→ **Your assignment**: In this material, which lines include the string "controls"? Show them.

##### Data

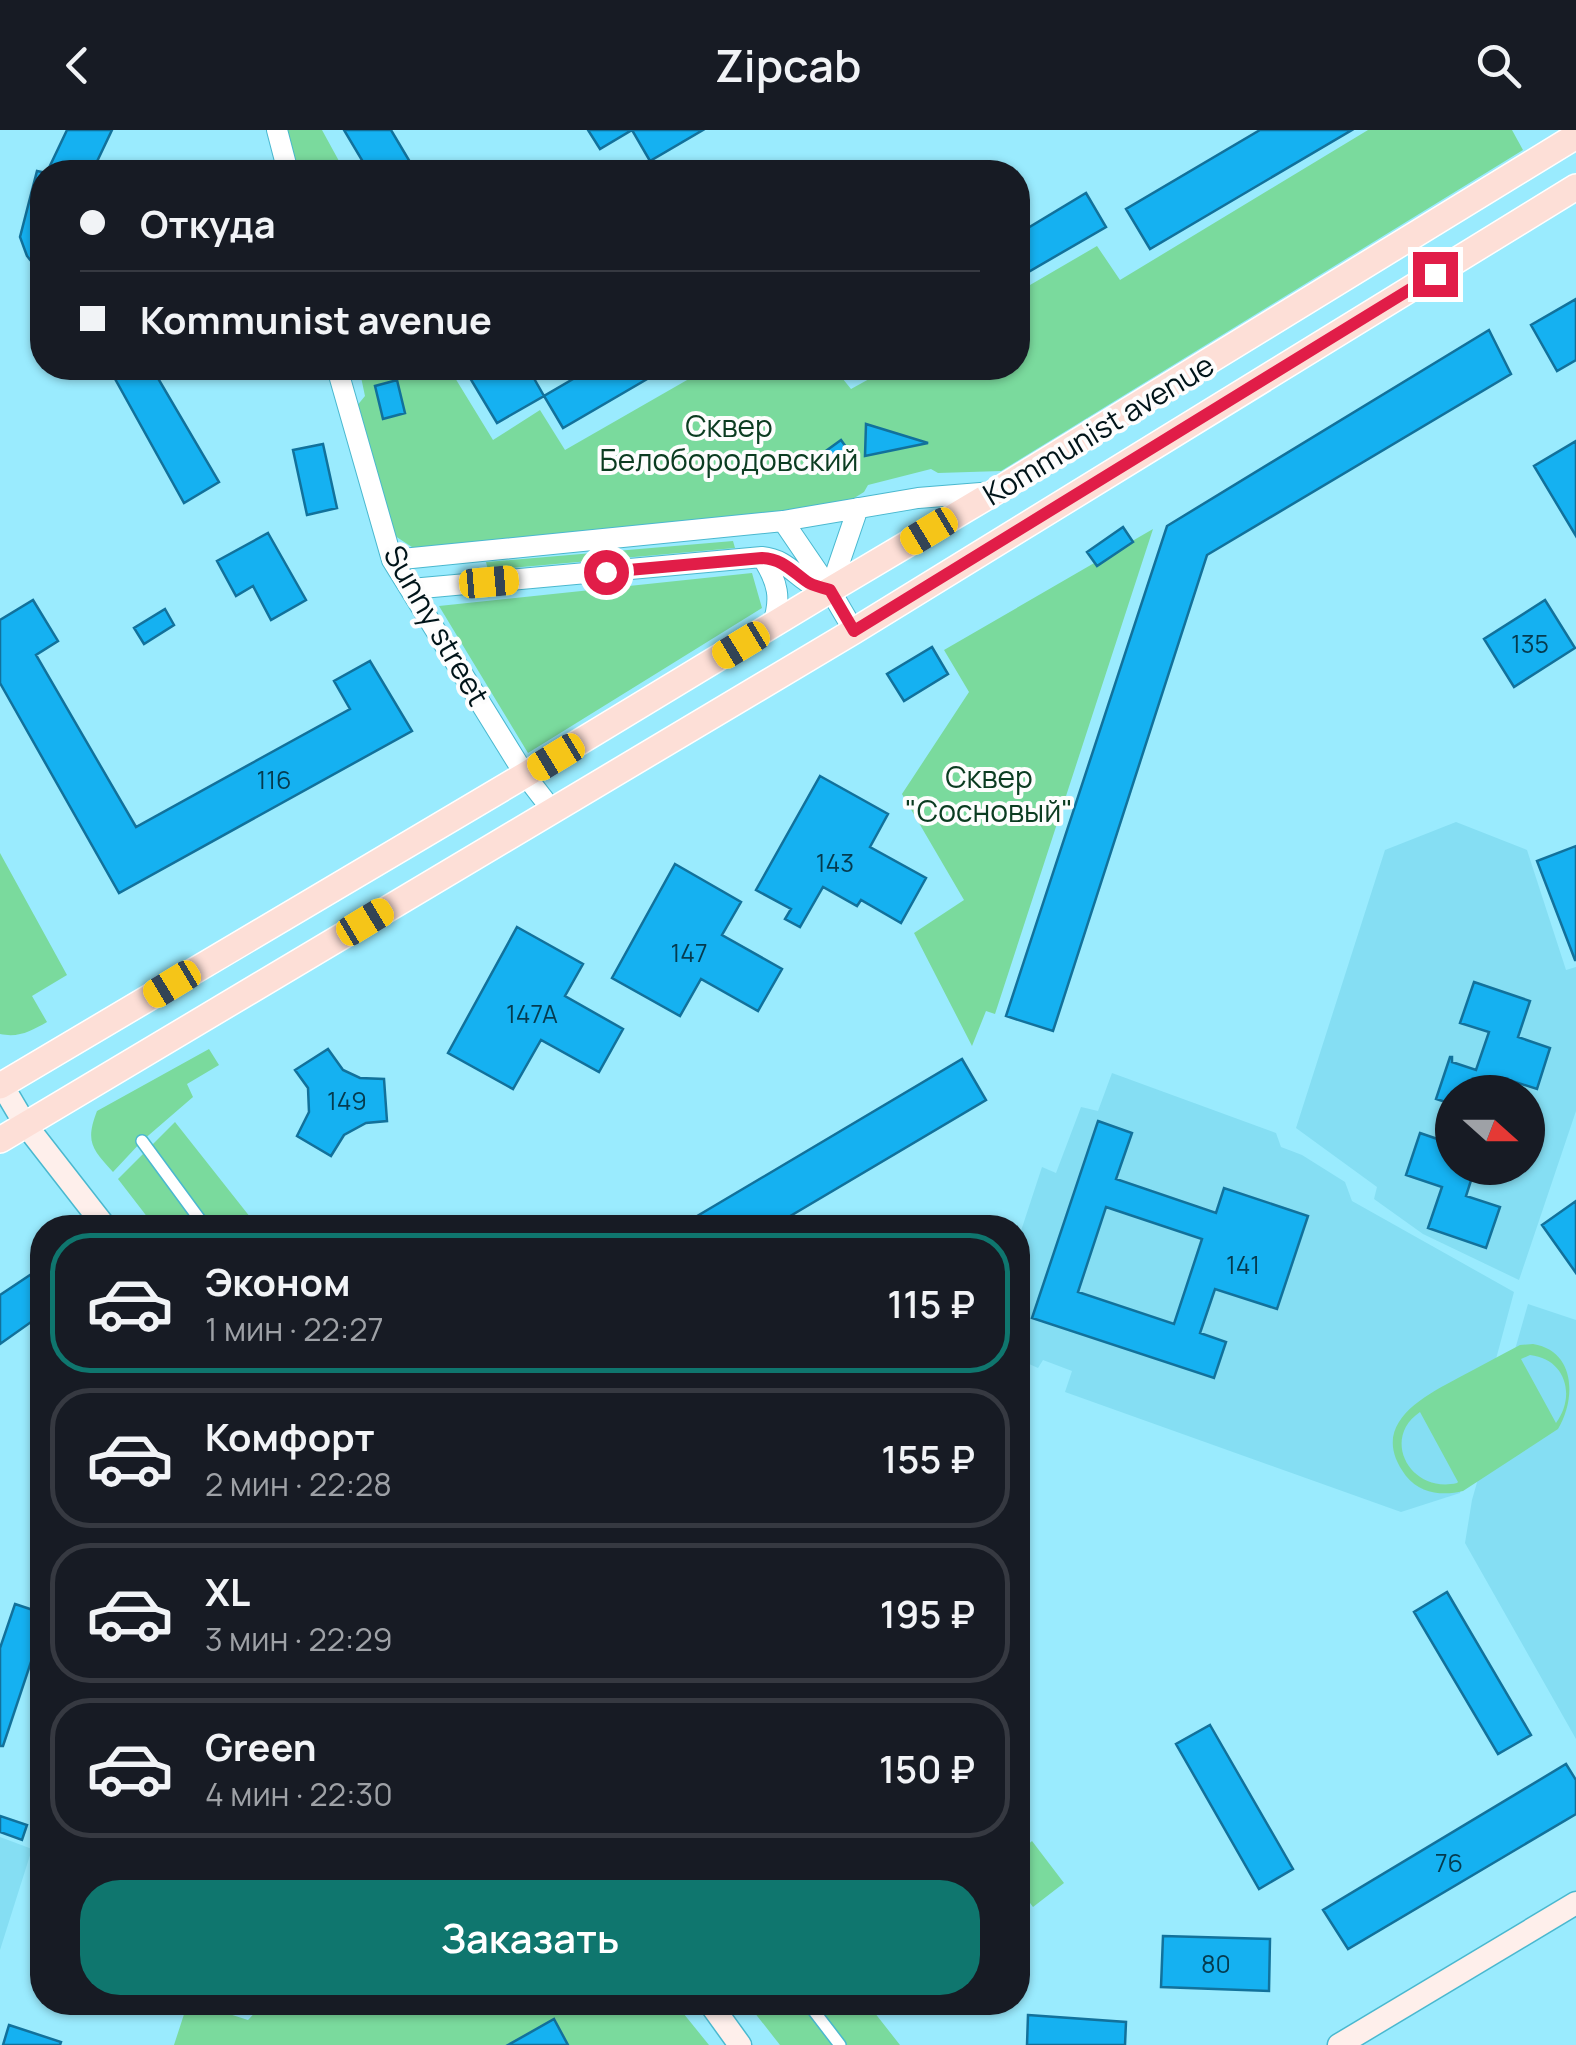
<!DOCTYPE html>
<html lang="ru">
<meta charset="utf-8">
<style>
body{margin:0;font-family:Manrope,sans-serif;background:#20242c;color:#f1f3f6;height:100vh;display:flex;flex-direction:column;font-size:38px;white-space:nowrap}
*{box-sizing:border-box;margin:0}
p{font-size:32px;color:#9ea1a6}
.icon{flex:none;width:55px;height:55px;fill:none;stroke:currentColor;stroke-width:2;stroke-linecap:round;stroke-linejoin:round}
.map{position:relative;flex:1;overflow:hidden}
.side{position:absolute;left:30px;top:1085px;width:1000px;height:800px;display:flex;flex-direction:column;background:#171b24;border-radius:40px;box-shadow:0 2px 8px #0004}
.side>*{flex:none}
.guide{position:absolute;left:30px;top:30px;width:1000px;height:220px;border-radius:40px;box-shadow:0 2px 8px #0004;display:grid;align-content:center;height:220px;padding:0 50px;background:#171b24}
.needle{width:65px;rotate:111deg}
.controls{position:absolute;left:1435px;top:945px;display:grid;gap:20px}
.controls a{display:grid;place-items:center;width:110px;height:110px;border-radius:50%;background:#171b24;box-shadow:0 2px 8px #0004;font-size:50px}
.end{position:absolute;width:45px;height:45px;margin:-22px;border:12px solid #e11d48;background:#fff;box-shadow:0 0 0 5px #fff}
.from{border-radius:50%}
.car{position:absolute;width:30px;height:60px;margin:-30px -15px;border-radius:12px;box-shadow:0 0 8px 2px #0007;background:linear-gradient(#f5c518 24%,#345 0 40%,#f5c518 0 76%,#345 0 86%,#f5c518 0)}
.guide b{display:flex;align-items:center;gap:35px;height:95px;font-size:38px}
.guide b+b{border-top:2px solid #363941}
.guide i{width:25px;height:25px;background:#f1f3f6}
ul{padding:18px 0 0;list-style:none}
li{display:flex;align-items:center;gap:30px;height:140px;margin:0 20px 15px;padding:0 30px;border:5px solid #363941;border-radius:40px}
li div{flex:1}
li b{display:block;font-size:38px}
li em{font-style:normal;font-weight:600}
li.current{border-color:#0f766e}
li>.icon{width:90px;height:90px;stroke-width:1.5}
.action{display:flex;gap:20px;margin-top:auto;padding:20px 50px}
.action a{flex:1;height:115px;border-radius:40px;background:#0f766e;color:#fff;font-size:40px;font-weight:600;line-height:115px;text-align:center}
header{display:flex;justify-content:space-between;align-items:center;height:130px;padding:0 50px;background:#171b24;font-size:45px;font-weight:600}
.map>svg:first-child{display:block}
.built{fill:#85def3;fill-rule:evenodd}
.green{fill:#7ada9d;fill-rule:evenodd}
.building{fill:#15b1f1;stroke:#12719b;stroke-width:2.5;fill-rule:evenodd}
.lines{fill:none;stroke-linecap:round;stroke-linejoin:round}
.pedestrian-casing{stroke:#4ab8cf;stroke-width:14}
.tertiary-casing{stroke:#4ab8cf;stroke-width:22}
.secondary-casing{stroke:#4ab8cf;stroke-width:25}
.primary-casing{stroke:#fff;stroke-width:28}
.pedestrian{stroke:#fff;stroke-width:11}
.tertiary{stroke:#fff;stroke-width:20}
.secondary{stroke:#feefeb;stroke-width:22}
.primary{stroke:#fddfd7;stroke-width:25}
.route{stroke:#e11d48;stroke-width:12}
.labels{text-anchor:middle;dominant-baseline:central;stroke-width:8;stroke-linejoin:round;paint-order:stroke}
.number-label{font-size:25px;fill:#053b4f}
.park-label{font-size:30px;fill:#0b3c21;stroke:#fdfdfd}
.street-label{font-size:30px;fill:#001419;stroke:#fdfdfd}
</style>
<header><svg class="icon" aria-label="back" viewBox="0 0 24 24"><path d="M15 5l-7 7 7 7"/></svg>Zipcab<svg class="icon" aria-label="search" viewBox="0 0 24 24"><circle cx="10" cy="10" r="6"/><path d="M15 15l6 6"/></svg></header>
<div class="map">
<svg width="1576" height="1915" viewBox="0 0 1576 1915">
<rect width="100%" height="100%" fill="#9aebfe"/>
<!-- built -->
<path class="built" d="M1456 692 1527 720 1566 840 1576 837V981L1519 1150 1423 1104 1374 1069 1377 1057 1296 998 1385 720ZM1452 962H1528V1038H1452Z
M1112 943 1276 1003 1281 1017 1302 1025 1345 1052 1352 1071 1514 1162 1460 1363 1401 1382 1065 1262 1072 1241 1043 1230 1038 1238 1018 1229V1110L1042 1037 1056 1043 1081 977 1098 981Z
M1528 1174 1576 1190V1609L1465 1413 1472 1370Z
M0 1707 32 1719 0 1820Z"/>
<!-- green -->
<path class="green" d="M286 0H322L345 42H296Z
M1368 0H1512L1523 20 1001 341 938 343 931 339 868 355 864 362 843 375 452 419H415L392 404 356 277 365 266 361 247 344 241 343 238H449L493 310 540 280 565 320 708 238H834L851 259 889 238H1018V162L1097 116 1120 150Z
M1153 399 995 884 986 881 972 916 914 803 964 770 902 664 969 562 944 520Z
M733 411 735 418 488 440 486 432Z
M752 443 762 478 528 623 439 476Z
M0 723 67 845 32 866 47 892C31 901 19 908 0 904Z
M209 919 219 935 187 954 193 967 142 1011 113 1042C92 1019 85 1012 97 981Z
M175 992 258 1097H155L118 1049Z
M1533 1214C1576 1221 1576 1269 1558 1299L1463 1361C1444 1366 1420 1364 1406 1346 1368 1296 1420 1268 1458 1248 1479 1237 1499 1226 1520 1215ZM1530 1225C1566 1229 1576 1266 1556 1293L1521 1229ZM1420 1282 1458 1352 1457 1353C1411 1364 1380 1309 1420 1282Z
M1032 1711 1064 1753 1033 1777 1018 1757V1723Z
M188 1872 195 1873 248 1890 265 1872 675 1873 709 1915H174Z
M747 1873H867L900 1915H780Z"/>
<!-- building -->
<path class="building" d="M67 0H112L92 42H47Z
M344 0H391L416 42H369Z
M588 0H632L600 19Z
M632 0H703L650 31Z
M1260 0H1352L1150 119 1126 79Z
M37 41 42 42V145L27 126 20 107Z
M1086 63 1106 97 1018 148V104Z
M1576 169V230L1557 241 1531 195Z
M1489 200 1511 244 1207 425 1053 901 1006 886 1167 396Z
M109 238H152L219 352 184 373Z
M464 238H528L544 266 497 293Z
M592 238H666L563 298 544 266Z
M397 250 405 283 383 289 375 256Z
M866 294 928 313 865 326Z
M841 310 854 328 812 331Z
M1576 311V406L1534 336Z
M323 314 337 378 307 385 293 320Z
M1123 397 1133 412 1097 436 1087 422Z
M268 403 306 470 271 490 253 456 236 466 217 431Z
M33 470 58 511 36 525 136 697 350 579 334 551 370 531 412 601 119 763 0 553V490Z
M1545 470 1575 518 1514 557 1484 509Z
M165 479 174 495 144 514 134 498Z
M932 517 948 544 904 571 887 544Z
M820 646 888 684 870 717 926 748 901 793 861 770 857 776 823 757 800 797 785 789 791 779 756 760Z
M1576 716V830H1575L1537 731Z
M675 734 741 772 722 805 782 839 758 881 701 849 680 886 612 848Z
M517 797 583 834 565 866 623 899 599 942 541 910 513 959 448 923Z
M1474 852 1530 871 1518 907 1550 918 1537 959 1503 948 1498 962H1452V974L1436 969 1450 927H1452V932L1476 940 1489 902 1460 893Z
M328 919 343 940 360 948 384 949 387 991 366 993 344 1005 331 1026 297 1006 309 982 308 958 295 940Z
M962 929 986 970 770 1098H677Z
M1098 991 1132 1003 1116 1049 1216 1083 1224 1058 1308 1086 1277 1179 1215 1159 1200 1203 1226 1212 1214 1248 1032 1188ZM1106 1077 1202 1109 1174 1194 1078 1162Z
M1420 1003 1452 1014V1038H1475L1466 1066 1500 1077 1486 1118 1428 1098 1442 1057 1406 1045Z
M1576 1071V1143L1542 1095Z
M42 1137V1213L31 1192 0 1214V1165Z
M1447 1462 1531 1605 1498 1624 1414 1482Z
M15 1474 42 1483V1499L3 1616H0V1518Z
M1210 1595 1293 1739 1259 1759 1176 1614Z
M1566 1634 1576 1650V1684L1348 1819 1323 1780Z
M0 1686 27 1695 22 1710 0 1702Z
M1163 1806 1270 1809 1269 1861 1161 1857Z
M1028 1885 1126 1892 1125 1915H1027Z
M554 1889 568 1915H508Z
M9 1895 61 1912 60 1915H3Z"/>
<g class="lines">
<!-- pedestrian casing -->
<g class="pedestrian-casing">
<path id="pedestrian" d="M142 1011 206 1098
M807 1872 840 1915"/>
</g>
<!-- tertiary casing -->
<g class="tertiary-casing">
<path id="tertiary" d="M277 0 288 42
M337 238 392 430 525 645 552 680
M783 391 830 460 854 501
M762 427C778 452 782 469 772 496
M392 430 783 391 918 368 993 362
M411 459 762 427C782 429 791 440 806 451 812 456 822 457 830 460
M830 460 858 378"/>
</g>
<!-- secondary casing -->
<g class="secondary-casing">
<path id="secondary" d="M2 955 25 994 106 1098
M709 1872 740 1915
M1339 1915 1576 1773"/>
</g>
<!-- primary casing -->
<g class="primary-casing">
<path id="primary" d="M0 956 525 645 830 460 995 362 1576 6
M0 1010 854 501 1576 57"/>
</g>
<!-- pedestrian -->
<use href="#pedestrian" class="pedestrian"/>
<!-- tertiary -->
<use href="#tertiary" class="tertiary"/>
<!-- secondary -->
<use href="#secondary" class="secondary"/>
<!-- primary -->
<use href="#primary" class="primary"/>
</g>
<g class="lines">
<!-- route -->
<path class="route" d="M606 442 762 428C782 429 791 440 806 451 812 456 821 457 830 460L854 501 1435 144"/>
</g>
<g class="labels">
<!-- number labels -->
<g class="number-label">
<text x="1530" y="513">135</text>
<text x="274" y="649">116</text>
<text x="835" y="732">143</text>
<text x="689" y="822">147</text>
<text x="532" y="883">147А</text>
<text x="347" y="970">149</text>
<text x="1243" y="1134">141</text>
<text x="1449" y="1732">76</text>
<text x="1216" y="1833">80</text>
</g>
<!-- park labels -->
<g class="park-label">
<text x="729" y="295">Сквер<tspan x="729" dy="34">Белобородовский</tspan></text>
<text x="989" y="646">Сквер<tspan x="989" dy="34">"Сосновый"</tspan></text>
</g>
<!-- street labels -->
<g class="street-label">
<text transform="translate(1098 299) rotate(-31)">Kommunist avenue</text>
<text transform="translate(437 495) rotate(60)">Sunny street</text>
</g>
</g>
</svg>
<div class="controls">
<a><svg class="needle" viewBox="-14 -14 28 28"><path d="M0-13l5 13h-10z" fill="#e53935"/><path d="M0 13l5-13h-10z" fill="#9ea1a6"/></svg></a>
</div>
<i class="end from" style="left:606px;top:442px"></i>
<i class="end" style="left:1435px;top:144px"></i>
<i class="car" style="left:929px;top:401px;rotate:239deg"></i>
<i class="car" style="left:489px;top:452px;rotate:85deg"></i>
<i class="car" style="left:741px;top:515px;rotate:239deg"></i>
<i class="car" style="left:556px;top:627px;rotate:239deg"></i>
<i class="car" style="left:365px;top:792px;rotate:59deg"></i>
<i class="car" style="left:172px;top:854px;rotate:239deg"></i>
<div class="guide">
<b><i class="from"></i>Откуда</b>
<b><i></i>Kommunist avenue</b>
</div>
<section class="side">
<ul>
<li class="current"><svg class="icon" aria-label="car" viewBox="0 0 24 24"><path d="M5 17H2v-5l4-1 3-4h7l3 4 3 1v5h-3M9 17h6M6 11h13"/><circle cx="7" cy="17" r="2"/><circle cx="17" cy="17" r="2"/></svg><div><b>Эконом</b><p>1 мин · 22:27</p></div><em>115 ₽</em></li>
<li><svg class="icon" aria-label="car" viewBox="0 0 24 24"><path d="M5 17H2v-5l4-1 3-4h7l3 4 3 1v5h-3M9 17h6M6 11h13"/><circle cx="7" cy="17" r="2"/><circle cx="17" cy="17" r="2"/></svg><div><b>Комфорт</b><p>2 мин · 22:28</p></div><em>155 ₽</em></li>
<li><svg class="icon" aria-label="car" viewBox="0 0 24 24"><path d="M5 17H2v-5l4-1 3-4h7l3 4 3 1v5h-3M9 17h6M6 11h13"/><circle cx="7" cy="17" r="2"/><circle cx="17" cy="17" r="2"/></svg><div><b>XL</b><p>3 мин · 22:29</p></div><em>195 ₽</em></li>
<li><svg class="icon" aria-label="car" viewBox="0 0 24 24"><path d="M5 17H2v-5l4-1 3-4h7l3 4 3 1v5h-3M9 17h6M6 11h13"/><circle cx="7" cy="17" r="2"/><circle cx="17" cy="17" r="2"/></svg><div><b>Green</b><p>4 мин · 22:30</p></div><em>150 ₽</em></li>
</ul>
<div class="action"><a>Заказать</a></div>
</section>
</div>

##########

→ **Response area**:
.controls{position:absolute;left:1435px;top:945px;display:grid;gap:20px}
.controls a{display:grid;place-items:center;width:110px;height:110px;border-radius:50%;background:#171b24;box-shadow:0 2px 8px #0004;font-size:50px}
<div class="controls">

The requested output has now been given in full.